Stochastic conditional geomodelling requires effective integration of geological patterns and various types of data, which is crucial but challenging. To address this, we propose a deep-learning framework (GANSim-surrogate) for conditioning geomodels to static well facies data, facies probability maps, and non-spatial global features, as well as dynamic time-dependent pressure or flow rate data observed at wells. The framework consists of a Convolutional Neural Network (CNN) generator trained from GANSim (a Generative Adversarial Network-based geomodelling simulation approach), a CNN-based surrogate, and options for searching appropriate input latent vectors for the generator. The four search methods investigated are Markov Chain Monte Carlo, Iterative Ensemble Smoother, gradient descent, and gradual deformation. The framework is validated with channelized reservoirs.

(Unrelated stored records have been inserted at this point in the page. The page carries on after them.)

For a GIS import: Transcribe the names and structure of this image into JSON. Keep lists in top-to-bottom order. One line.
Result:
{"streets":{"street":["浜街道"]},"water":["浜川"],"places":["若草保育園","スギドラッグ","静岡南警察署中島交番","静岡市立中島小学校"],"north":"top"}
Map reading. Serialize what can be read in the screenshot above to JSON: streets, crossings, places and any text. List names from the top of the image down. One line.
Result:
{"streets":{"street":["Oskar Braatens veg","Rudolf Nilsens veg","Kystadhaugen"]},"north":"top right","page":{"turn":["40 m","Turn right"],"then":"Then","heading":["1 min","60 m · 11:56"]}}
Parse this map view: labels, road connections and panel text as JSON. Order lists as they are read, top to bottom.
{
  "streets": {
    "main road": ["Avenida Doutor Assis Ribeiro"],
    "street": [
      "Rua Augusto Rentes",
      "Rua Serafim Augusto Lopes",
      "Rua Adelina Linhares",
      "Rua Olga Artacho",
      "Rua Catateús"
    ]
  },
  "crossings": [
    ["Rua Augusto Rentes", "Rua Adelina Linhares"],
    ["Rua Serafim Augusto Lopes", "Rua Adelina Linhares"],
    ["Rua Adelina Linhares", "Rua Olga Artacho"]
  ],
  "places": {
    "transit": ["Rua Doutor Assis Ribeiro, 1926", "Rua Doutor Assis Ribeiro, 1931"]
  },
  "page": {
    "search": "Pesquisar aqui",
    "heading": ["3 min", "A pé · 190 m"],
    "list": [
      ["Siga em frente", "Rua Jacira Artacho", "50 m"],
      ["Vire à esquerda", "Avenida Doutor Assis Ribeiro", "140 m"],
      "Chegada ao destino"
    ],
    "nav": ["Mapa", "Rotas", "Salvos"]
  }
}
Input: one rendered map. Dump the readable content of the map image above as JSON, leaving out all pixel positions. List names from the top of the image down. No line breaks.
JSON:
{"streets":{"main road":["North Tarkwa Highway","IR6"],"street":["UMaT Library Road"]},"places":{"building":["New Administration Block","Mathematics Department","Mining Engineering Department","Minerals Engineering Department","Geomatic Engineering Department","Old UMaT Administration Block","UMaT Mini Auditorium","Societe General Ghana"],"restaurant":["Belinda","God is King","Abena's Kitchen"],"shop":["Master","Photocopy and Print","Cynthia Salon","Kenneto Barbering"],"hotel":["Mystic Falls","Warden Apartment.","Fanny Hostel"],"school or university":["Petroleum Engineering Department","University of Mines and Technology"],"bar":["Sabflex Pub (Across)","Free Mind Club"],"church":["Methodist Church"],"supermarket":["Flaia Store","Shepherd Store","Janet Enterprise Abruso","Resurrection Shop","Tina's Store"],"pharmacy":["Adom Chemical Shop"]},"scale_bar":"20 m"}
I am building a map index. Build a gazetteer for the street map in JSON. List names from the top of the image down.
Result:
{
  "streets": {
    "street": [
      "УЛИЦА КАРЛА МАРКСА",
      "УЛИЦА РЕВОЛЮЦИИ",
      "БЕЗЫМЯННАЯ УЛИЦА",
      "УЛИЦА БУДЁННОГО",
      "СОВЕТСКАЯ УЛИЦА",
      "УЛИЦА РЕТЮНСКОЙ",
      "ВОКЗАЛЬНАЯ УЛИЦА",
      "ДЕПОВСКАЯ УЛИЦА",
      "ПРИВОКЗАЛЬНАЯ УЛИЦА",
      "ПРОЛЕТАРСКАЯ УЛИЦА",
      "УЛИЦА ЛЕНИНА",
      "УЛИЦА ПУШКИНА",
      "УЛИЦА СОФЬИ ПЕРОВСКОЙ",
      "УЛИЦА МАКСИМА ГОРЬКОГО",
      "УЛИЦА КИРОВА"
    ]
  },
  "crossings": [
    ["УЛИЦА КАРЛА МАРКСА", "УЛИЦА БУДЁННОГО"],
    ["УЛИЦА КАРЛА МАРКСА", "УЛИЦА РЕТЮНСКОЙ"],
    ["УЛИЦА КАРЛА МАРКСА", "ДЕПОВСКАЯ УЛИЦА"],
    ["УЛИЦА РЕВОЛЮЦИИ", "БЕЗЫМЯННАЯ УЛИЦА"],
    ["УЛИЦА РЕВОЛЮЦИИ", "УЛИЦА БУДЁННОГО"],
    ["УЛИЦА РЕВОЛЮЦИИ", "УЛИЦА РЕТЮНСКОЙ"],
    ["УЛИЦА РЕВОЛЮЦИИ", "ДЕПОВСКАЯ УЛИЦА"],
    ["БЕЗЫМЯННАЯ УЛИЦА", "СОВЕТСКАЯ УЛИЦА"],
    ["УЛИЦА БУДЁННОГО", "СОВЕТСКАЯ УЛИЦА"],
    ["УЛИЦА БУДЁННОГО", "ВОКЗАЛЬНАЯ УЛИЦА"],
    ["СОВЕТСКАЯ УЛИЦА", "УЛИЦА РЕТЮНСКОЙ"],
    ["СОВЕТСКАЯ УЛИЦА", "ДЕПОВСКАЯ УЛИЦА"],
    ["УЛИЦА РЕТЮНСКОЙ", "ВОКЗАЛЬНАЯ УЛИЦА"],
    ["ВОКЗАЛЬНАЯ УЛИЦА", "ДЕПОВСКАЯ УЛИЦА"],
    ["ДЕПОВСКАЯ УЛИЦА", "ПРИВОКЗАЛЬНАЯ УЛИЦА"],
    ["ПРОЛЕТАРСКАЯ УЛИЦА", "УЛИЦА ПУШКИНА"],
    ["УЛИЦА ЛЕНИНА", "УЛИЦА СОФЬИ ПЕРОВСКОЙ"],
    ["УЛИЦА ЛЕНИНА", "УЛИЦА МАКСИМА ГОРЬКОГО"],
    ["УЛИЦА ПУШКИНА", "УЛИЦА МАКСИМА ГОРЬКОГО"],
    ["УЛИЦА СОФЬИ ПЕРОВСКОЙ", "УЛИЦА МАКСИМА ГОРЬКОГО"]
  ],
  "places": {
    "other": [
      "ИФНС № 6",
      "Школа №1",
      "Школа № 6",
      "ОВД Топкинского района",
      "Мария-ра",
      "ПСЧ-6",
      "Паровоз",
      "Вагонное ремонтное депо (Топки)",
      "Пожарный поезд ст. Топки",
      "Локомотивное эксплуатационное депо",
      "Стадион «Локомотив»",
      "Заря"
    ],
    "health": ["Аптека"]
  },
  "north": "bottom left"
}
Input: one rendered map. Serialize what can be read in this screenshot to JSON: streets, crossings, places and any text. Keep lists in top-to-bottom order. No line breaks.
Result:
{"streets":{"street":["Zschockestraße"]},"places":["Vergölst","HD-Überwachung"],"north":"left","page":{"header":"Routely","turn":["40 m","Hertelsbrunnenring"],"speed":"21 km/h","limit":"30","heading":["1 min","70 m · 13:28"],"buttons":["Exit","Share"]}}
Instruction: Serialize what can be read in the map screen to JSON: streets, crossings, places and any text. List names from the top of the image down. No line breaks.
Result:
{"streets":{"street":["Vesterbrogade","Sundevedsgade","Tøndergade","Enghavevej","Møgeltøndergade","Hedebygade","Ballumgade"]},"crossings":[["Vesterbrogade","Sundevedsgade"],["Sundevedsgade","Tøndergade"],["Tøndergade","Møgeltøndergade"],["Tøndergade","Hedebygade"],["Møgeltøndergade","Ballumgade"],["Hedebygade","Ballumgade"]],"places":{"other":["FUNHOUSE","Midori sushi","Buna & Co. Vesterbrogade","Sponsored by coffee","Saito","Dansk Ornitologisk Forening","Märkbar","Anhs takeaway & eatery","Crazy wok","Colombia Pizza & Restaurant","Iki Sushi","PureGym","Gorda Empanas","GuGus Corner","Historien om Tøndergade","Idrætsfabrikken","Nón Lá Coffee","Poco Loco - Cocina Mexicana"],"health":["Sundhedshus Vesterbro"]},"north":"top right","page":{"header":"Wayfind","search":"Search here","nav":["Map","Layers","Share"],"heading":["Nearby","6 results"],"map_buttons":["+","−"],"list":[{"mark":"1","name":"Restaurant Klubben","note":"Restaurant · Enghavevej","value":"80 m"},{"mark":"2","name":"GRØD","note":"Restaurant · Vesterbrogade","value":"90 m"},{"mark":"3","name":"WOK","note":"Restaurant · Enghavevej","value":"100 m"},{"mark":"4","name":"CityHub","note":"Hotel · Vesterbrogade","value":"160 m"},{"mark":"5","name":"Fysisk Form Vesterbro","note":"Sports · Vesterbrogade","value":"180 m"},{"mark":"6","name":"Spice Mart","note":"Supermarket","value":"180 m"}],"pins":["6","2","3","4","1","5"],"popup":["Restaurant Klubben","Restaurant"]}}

First, a generator is trained using GANSim to generate geological facies models; in addition, a flow simulation surrogate is trained using a physics-informed approach. Then, given well facies data, facies probability maps, global facies proportions, and dynamic bottomhole pressure data (BHP), the trained generator takes the first three static conditioning data and a latent vector as inputs and produces a random realistic facies model conditioned to the three static data. To condition to the dynamic data, the produced facies model is converted to permeability property and mapped to BHP data by the trained surrogate. Finally, the mismatch between the surrogate-produced and the observed BHP data is minimized to obtain appropriate input latent vectors which are further mapped into appropriate facies models through the generator. These facies models prove to be realistic and consistent with all of the conditioning data, and the framework is computationally efficient.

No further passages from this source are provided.